If you’ve ever had a credit card number stolen, you know that credit card companies will promptly and politely cancel your card along with any fraudulent charges. The process is pretty simple. All you have to do is report the bogus charges, and they’ll fix it. There’s just the slight inconvenience of waiting for a replacement. All of this begs the question, if your credit cards are automatically protected, why do you need to buy identity protection for yourself?

It’s a good question, and there are several good answers. First, according to the National Criminal Justice Reference Service, credit card fraud makes up only 17 percent of identity fraud. The other 80-plus percent includes government and medical benefits fraud, bank and loan fraud, utilities or rental fraud, employment-related fraud, and more. Second, credit card fraud is often the first sign of a much bigger identity theft problem, meaning there could be additional fraud across these other, more complex types of identity fraud. Third, and most important, while the law limits your liability for credit card fraud, you don’t have the same legal protection against these other forms of fraud, and the organizations involved will not always handle your problem as smoothly and pleasantly as banks handle a credit card issue.

­­­In fact, many identity theft victims report feeling treated as if they were the criminal, even as they are dealing with the stress of trying to recover their identities. In a powerful Forbes article, identity theft victim Amy Krebs describes feeling “like someone had taken over my life.” She talks about the research, phone calls, paperwork, and overwhelming stress of dealing with over 50 fraudulent accounts that a single identity thief had taken out in her name in just a few months. Using the victim’s maiden name, a 10-year-old address, and a Social Security number this woman had been able to open accounts for utilities and cable service, open store accounts, and get medical services. Krebs had been careful to guard her personal information, but the thief was able to steal it from somewhere else, perhaps a school or doctor’s office.

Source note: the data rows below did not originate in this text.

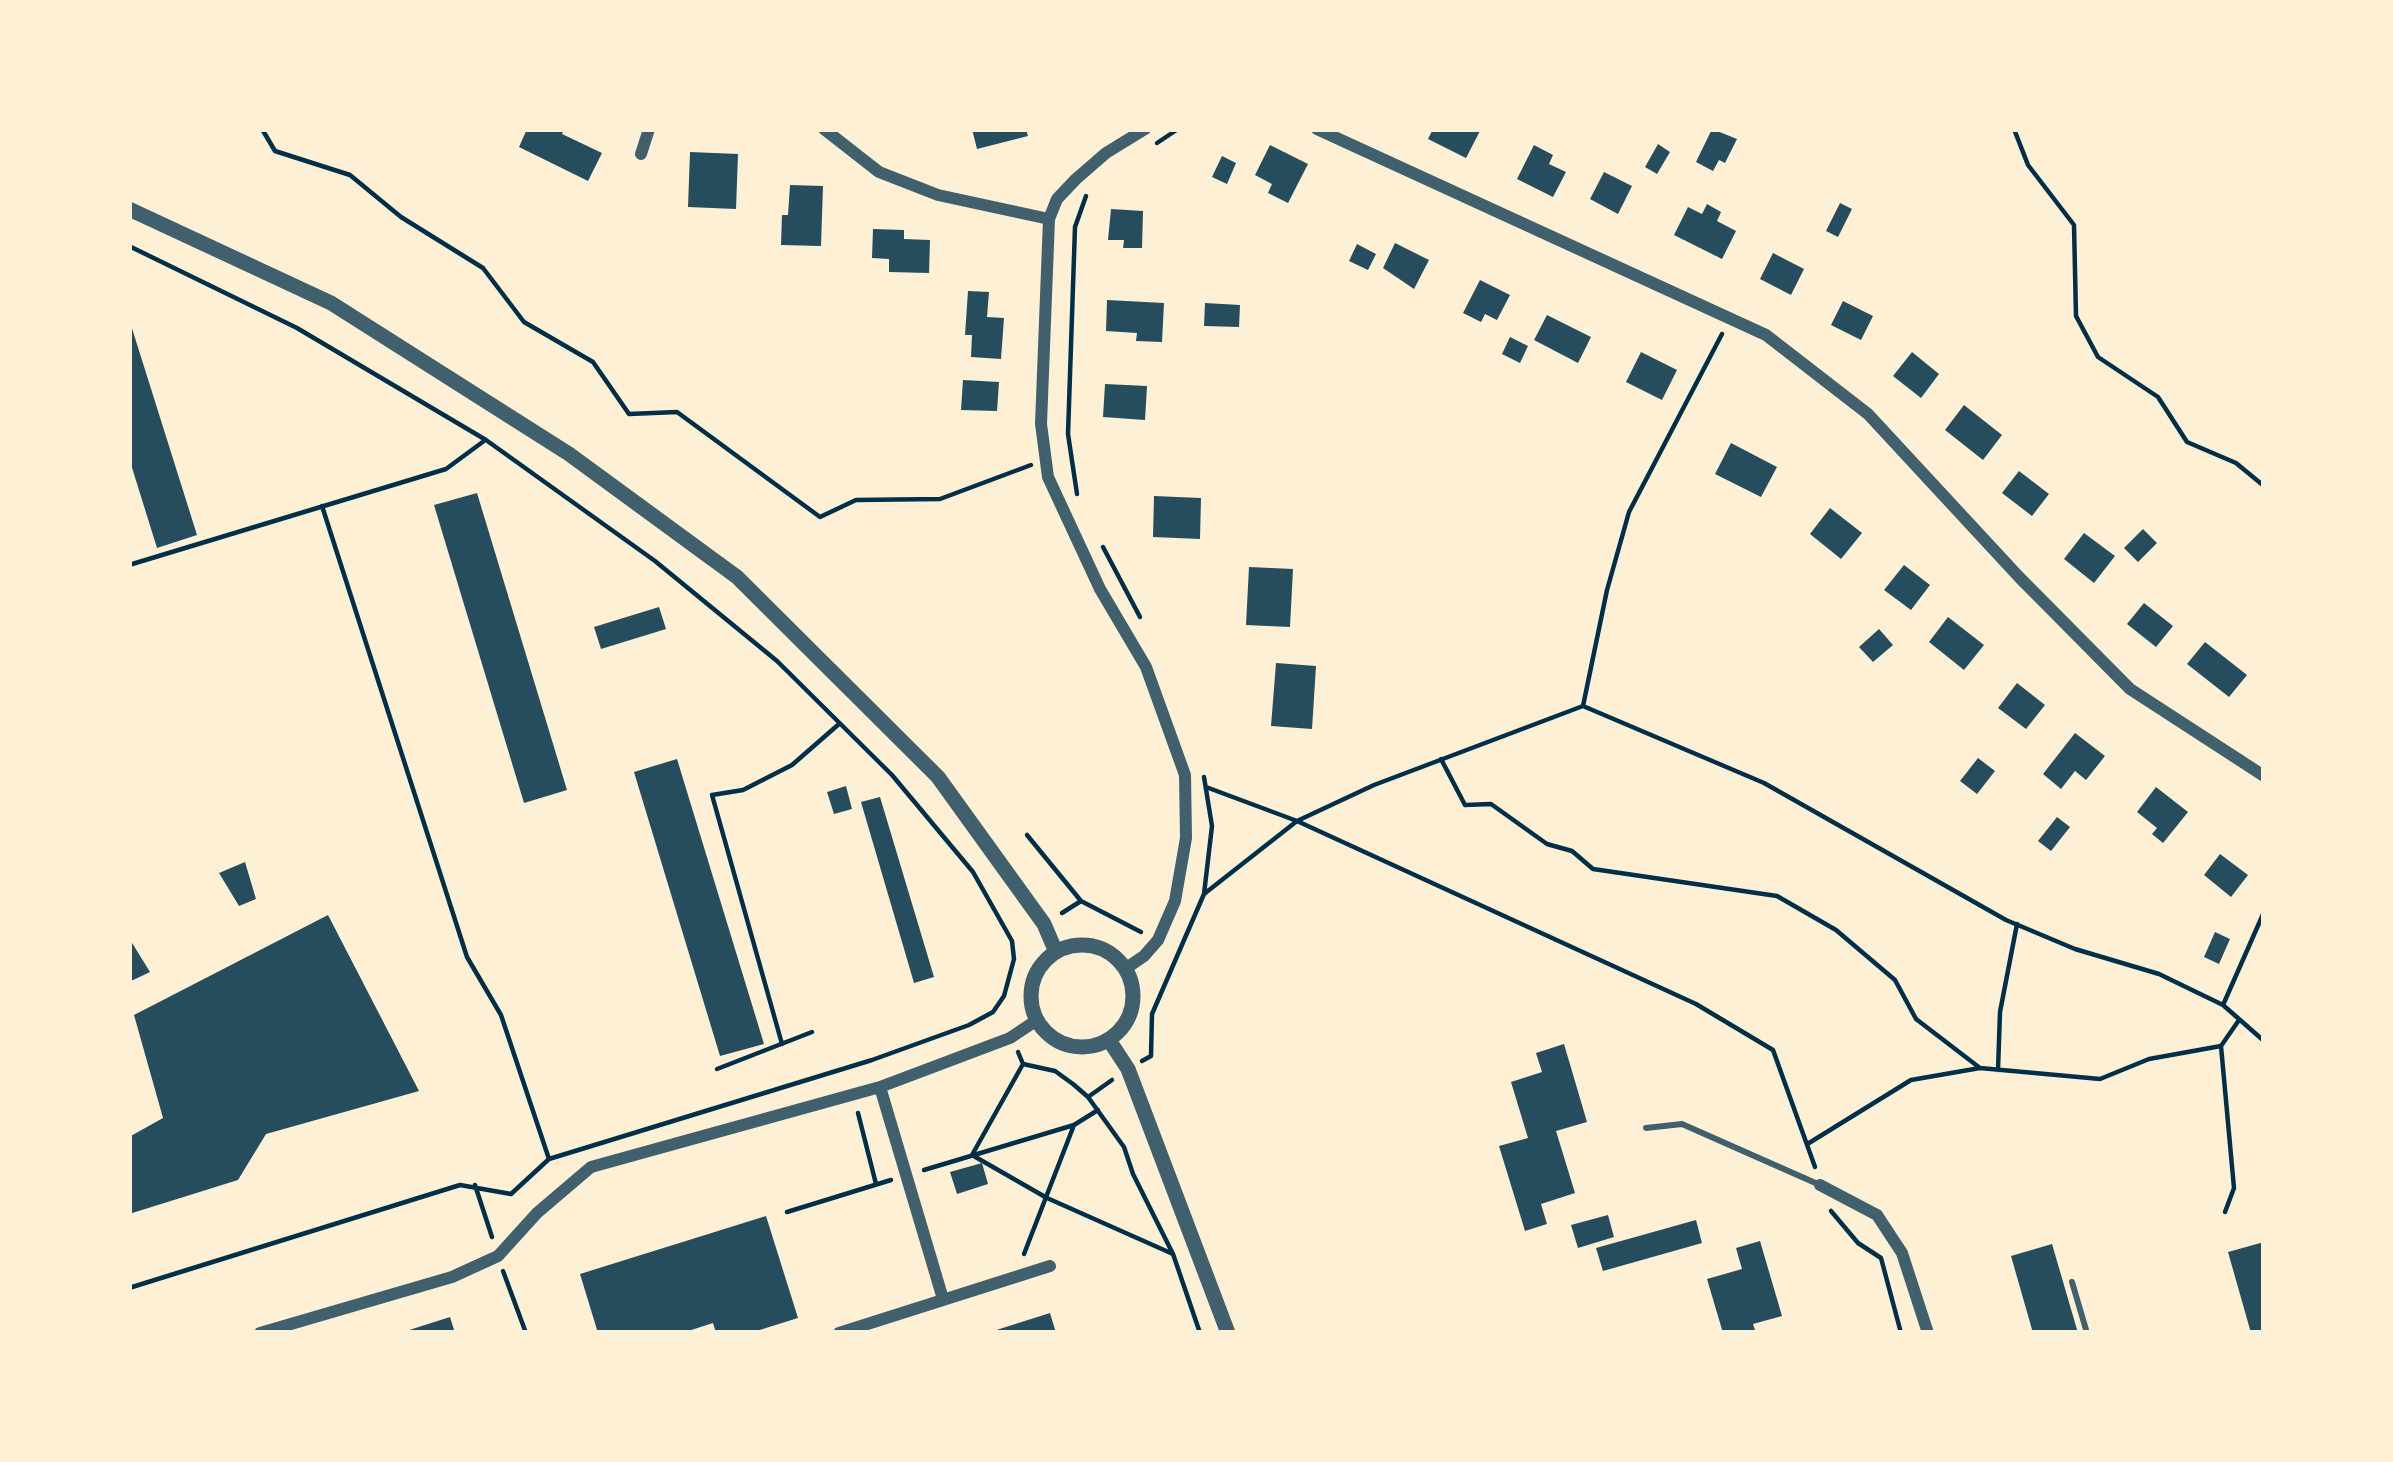 <!DOCTYPE html>
<html>
<head>
<meta charset="utf-8">
<style>
	body { margin:0 }
	#map { position:relative; width:2393px; height:1462px; overflow:hidden; background:#fdf0d5; font-family:"DM Sans",sans-serif }
	canvas { display:block }
	.frame { position:absolute; inset:0; border:132px solid #fdf0d5; pointer-events:none }
</style>
</head>
<body>
<div id="map">
<canvas width="2393" height="1462"></canvas>
<div class="frame"></div>
</div>
<script>
const context = document.querySelector('canvas').getContext('2d');
context.lineJoin = 'round';
function fill(path, color) {
  context.fillStyle = color;
  context.fill(path, 'evenodd');
}
function poly(rows) {
  const path = new Path2D();
  for (const r of rows) {
    if (r.length === 3) {
      path.moveTo(r[0] + r[2], r[1]);
      path.arc(r[0], r[1], r[2], 0, 2 * Math.PI);
      continue;
    }
    path.moveTo(r[0], r[1]);
    for (let i = 2; i < r.length; i += 2) path.lineTo(r[i], r[i + 1]);
  }
  return path;
}
function trace(path, color, width, dash) {
  context.strokeStyle = color;
  context.lineWidth = width;
  context.lineCap = dash ? 'butt' : 'round';
  context.setLineDash(dash || []);
  context.stroke(path);
}
const building = poly([
	[527,129,564,129,562,134,602,153,588,181,519,147],
	[972,129,1026,129,1028,136,977,149],
	[1433,129,1481,129,1466,158,1428,139],
	[1712,129,1737,139,1725,163,1719,160,1713,171,1696,162],
	[1658,144,1670,152,1657,174,1645,167],
	[1270,145,1308,164,1288,203,1268,193,1272,184,1255,175],
	[1534,145,1553,155,1549,164,1566,172,1553,197,1517,179],
	[690,152,738,154,736,209,688,207],
	[1222,156,1236,163,1227,184,1212,177],
	[1604,172,1632,186,1618,214,1590,199],
	[790,185,823,186,821,246,781,245,782,215,788,215],
	[1840,203,1852,209,1838,237,1826,231],
	[1707,204,1721,212,1717,221,1736,231,1722,259,1674,235,1688,207,1702,214],
	[1111,209,1143,211,1142,248,1123,248,1124,240,1108,240],
	[873,229,904,230,904,239,930,240,929,273,889,272,889,259,872,258],
	[1395,243,1429,260,1414,289,1383,268],
	[1357,244,1376,254,1368,270,1349,261],
	[1773,253,1804,269,1791,295,1760,279],
	[1480,280,1510,295,1497,320,1485,314,1481,322,1463,313],
	[968,291,989,292,987,317,1004,318,1001,359,971,357,972,335,965,335],
	[1107,300,1164,303,1162,342,1136,341,1137,333,1106,331],
	[1843,301,1873,316,1861,340,1831,325],
	[1205,303,1240,305,1239,327,1204,326],
	[1547,315,1591,337,1578,363,1534,340],
	[130,322,197,535,157,548,129,458],
	[1510,337,1528,346,1520,363,1502,354],
	[1641,352,1677,370,1662,400,1626,382],
	[1912,352,1939,374,1921,398,1893,376],
	[963,380,999,382,997,411,961,410],
	[1105,384,1147,386,1145,420,1103,417],
	[1964,405,2002,435,1983,460,1945,430],
	[1731,443,1777,467,1761,497,1715,474],
	[2019,471,2049,494,2032,516,2002,493],
	[477,493,567,790,524,803,434,505],
	[1154,496,1201,498,1200,539,1153,537],
	[1830,508,1862,533,1841,559,1810,534],
	[2143,529,2157,543,2138,562,2124,548],
	[2084,533,2115,556,2094,583,2064,559],
	[1904,565,1930,585,1911,610,1884,590],
	[1249,567,1293,569,1290,627,1246,625],
	[2144,603,2173,626,2156,647,2127,624],
	[659,607,666,629,601,649,594,627],
	[1948,617,1984,645,1964,670,1929,642],
	[1879,629,1893,645,1873,662,1859,647],
	[2205,642,2247,675,2229,697,2187,664],
	[1276,663,1316,666,1312,729,1271,726],
	[2017,683,2045,705,2026,729,1998,708],
	[2075,733,2105,756,2086,780,2075,771,2061,789,2043,774],
	[1978,758,1995,771,1977,794,1960,781],
	[677,759,764,1044,720,1056,634,772],
	[846,786,852,809,834,814,827,792],
	[2156,787,2188,812,2163,843,2152,834,2157,828,2137,812],
	[880,797,934,977,914,983,861,802],
	[2057,817,2070,827,2051,851,2038,841],
	[2220,854,2248,875,2231,897,2204,875],
	[245,862,256,899,239,906,219,873],
	[328,915,419,1091,266,1134,238,1180,129,1214,129,1137,163,1118,134,1015],
	[2215,932,2230,939,2219,964,2204,957],
	[129,938,150,972,129,982],
	[1564,1044,1587,1122,1556,1131,1575,1193,1541,1204,1547,1224,1525,1231,1499,1146,1528,1138,1511,1082,1542,1072,1536,1053],
	[982,1163,988,1184,957,1194,950,1172],
	[1608,1215,1614,1237,1578,1248,1571,1225],
	[766,1216,798,1318,750,1333,716,1333,713,1323,682,1333,598,1333,580,1274],
	[1696,1220,1702,1243,1603,1271,1596,1248],
	[1760,1241,1782,1316,1753,1324,1756,1333,1723,1333,1707,1279,1742,1269,1736,1248],
	[2264,1242,2264,1333,2251,1333,2228,1252],
	[2052,1244,2078,1333,2033,1333,2011,1256],
	[1050,1313,1056,1333,990,1333,990,1332],
	[450,1317,455,1333,403,1333,403,1332]
]);
const path = poly([
	[262,129,275,151,350,175,401,217,483,268,524,322,593,362,629,414,677,412,820,517,856,500,940,499,1031,465],
	[2014,129,2028,165,2074,225,2076,316,2098,357,2158,397,2187,442,2236,463,2264,486],
	[1157,143,1178,129],
	[129,246,297,328,486,440,655,561,777,661,892,775,973,872,1012,941,1014,959,1004,996,993,1012,969,1025,872,1060,549,1159,511,1194,460,1185,129,1288],
	[1077,494,1068,434,1075,227,1086,196],
	[322,506,467,957,501,1015,549,1159],
	[1103,547,1140,617],
	[129,565,446,469,484,441],
	[1583,706,1607,590,1629,512,1722,334],
	[1441,759,1465,805,1491,804,1547,844,1572,851,1593,869,1777,896,1836,930,1895,980,1916,1019,1980,1068],
	[1206,787,1297,821,1696,1004,1773,1050,1815,1167],
	[1027,835,1081,901],
	[1204,894,1297,821,1374,785,1583,706,1764,783,2006,920,2075,949,2159,974,2223,1005,2264,1041],
	[1062,913,1081,901,1141,932],
	[2223,1005,2264,912],
	[782,1044,712,795,743,790,792,765,839,724],
	[2221,1046,2234,1188,2225,1212],
	[1018,1052,1023,1064,1055,1071,1073,1084,1088,1097,1124,1147,1133,1174,1173,1254,1200,1333],
	[1142,1061,1151,1056,1152,1014,1204,894,1212,826,1204,777],
	[1023,1064,972,1155,1047,1198,1173,1254],
	[717,1069,812,1032],
	[1998,1070,2000,1012,2017,924],
	[1088,1097,1112,1080],
	[858,1113,876,1184],
	[1809,1143,1911,1080,1980,1068,2100,1079,2149,1059,2221,1046,2239,1020],
	[924,1170,1074,1125,1098,1110],
	[475,1185,492,1237],
	[1831,1211,1858,1243,1881,1258,1901,1333],
	[787,1212,891,1180],
	[1024,1254,1074,1125],
	[503,1271,526,1333]
]);
const service = poly([
	[1646,1128,1682,1124,1820,1185],
	[2072,1282,2087,1333]
]);
const minor = poly([
	[824,129,879,172,938,195,1049,219],
	[1317,129,1766,335,1868,414,2019,577,2130,689,2264,776],
	[641,154,649,129],
	[1125,969,1144,956,1158,940,1175,901,1186,838,1185,775,1146,667,1100,589,1048,477,1041,424,1049,219,1057,199,1076,179,1106,153,1145,129],
	[880,1087,943,1299],
	[1820,1185,1877,1215,1902,1253,1928,1333],
	[260,1333,452,1277,498,1256,537,1213,591,1167,880,1087,1010,1038,1037,1020],
	[839,1333,1050,1266]
]);
const tertiary = poly([
	[129,209,331,303,569,454,737,577,938,777,1044,924,1056,952],
	[1082,996,51],
	[1109,1040,1128,1069,1228,1333]
]);
fill(building, '#264d5e');
trace(path, '#003049', 4.5);
trace(service, '#3f606c', 6);
trace(minor, '#3f606c', 12);
trace(tertiary, '#3f606c', 15);
</script>
</body>
</html>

And on top of the financial and personal damage caused by the identity theft, Krebs reports being treated with suspicion instead of compassion: “When you are a victim of identity theft, you are put in the position of having to prove who you are to a greater extent than the criminal had to get goods and services. You’re treated like you’re trying to get out of paying for something.”

According to the FTC, identity recovery takes an average of 18 months when a victim attempts to resolve it on their own. The victim will put in around 200 hours of work and spends around $500 out of pocket. In contrast, identity protection costs a fraction of the out of pocket costs of recovery, and if you have a good protection plan and your identity is stolen, you can quickly hand your problems over to an identity recovery expert who will work on your behalf with banks and finance companies, utilities, medical providers and others to return your identity to its original state while you get on with your life. And unlike Amy Krebs’ experience, the recovery advocate will treat you like the good person you are.